Most of the case study participants have mainly experienced grid electrification and thus were new to the unique challenges in using and managing a micro-grid. The first few game-rounds (after initial familiarization) saw participants prioritizing their individual households, which in turn overloaded the system causing blackouts. As facilitators attempted to guide the discussion towards increasing system capacity or implementing demand side measures, some interesting and unanticipated social interactions took place. Namely, households began to blame one another and demand for the prohibition of energy-intensive appliances. Within a gaming environment, participants felt freer to behave as they wanted. This is not an undesirable outcome. On the contrary, the simulation game provides participants with the freedom to experiment with different behaviors in order to observe system impact. For example, a future version of the game may include the option to ‘steal’ electricity, a prevalent problem with micro-grids. The game by itself is not meant to be biased in that it favors a desirable (or undesirable) behavior. It has been developed to remain as flexible as possible to enable participants to choose what normative actions and decisions work best for them.

It was observed that although the household teams could easily participate equally in discussions, the collective decision-making process still depended on group power dynamics or how comfortable participants felt voicing their opinions. However, the total system load profile displayed contributions of every household (an optional feature) and hence non-participating players could still be drawn out to discuss their contributing loads.

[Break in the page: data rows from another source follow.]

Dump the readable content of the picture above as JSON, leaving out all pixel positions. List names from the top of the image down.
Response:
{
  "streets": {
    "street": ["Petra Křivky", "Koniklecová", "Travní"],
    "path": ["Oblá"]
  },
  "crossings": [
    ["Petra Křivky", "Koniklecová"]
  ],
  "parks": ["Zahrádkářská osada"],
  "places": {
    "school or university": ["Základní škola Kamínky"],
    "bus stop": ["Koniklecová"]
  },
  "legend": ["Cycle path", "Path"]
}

Like other participatory methods, the facilitator role is critical and requires an objective, unbiased (towards a particular solution) individual, knowledgeable about micro-grid delivery. However compared to conventional surveys and questionnaires, the simulation gaming design process has greater flexibility and can be applied in different local and social contexts without much customization. It is also dynamic in nature, providing immediate feedback and learning to players. In the trial, after three game-rounds, participants were collaborating well, had decided on a system capacity that suited their energy needs, and were no longer overloading the system.

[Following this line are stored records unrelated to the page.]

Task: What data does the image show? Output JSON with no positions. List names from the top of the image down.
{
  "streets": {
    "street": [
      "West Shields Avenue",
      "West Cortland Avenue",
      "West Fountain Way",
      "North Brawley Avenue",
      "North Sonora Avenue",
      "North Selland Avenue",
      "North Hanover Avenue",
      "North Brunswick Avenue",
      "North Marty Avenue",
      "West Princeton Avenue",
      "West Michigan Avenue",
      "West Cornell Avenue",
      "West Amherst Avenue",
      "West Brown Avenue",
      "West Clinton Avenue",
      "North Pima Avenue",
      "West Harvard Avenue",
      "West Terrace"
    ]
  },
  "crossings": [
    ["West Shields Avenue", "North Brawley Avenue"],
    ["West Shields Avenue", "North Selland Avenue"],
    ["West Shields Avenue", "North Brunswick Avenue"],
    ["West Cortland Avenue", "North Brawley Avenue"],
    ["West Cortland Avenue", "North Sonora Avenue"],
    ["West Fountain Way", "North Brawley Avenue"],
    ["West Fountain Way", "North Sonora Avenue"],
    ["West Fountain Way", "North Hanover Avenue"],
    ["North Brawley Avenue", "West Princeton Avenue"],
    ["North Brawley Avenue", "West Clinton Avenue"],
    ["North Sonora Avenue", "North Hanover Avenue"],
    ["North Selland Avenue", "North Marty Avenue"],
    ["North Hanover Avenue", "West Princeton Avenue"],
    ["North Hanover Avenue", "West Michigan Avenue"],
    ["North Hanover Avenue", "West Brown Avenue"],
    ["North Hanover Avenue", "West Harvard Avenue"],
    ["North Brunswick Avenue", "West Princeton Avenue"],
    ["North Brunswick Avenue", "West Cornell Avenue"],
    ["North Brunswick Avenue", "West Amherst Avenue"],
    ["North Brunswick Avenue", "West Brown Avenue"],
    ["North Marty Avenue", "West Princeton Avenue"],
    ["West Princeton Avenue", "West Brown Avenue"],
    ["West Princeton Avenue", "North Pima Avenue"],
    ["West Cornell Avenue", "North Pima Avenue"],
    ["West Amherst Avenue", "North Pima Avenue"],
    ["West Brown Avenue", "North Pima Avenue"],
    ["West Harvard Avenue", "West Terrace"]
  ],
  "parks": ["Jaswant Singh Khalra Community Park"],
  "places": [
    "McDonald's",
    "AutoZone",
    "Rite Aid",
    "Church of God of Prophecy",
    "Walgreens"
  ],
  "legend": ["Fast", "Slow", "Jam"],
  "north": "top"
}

The simulation game as a design tool was also useful in testing effectiveness of demand side management options. In the trial, participants were able to choose and test between limiting individual household capacity and voluntarily decreasing consumption when the game’s warning signals displayed that the system was nearing capacity. During one game round, households were given the option of reducing their consumption within a specified time period when the system reached a critical state. Three out of the four households immediately reduced consumption when the warning appeared, while the remaining household waited until the others had reduced consumption. This provides interesting insight into human behavior and the game could help devise new demand side management strategies.

Ultimately, participants recognized that cooperation was necessary in order for everyone to have access to reliable electricity. The beta version trial was considered successful in providing an interesting and enjoyable learning experience for resource management and cooperative, participatory design. The process does have limitations, the most important one being that the simulation gaming process does require a certain level of community organization in order to successfully make design decisions. A hands-on, physical version of the game that works without devices is also being considered. The physical version will be for communities that have very little experience with technology and operating devices. Although the game would not be as dynamic nor will it provide immediate household load profiles, a physical version of the game will still be able to impart concepts such as cooperation in using a limited micro-grid capacity and making decisions as a community.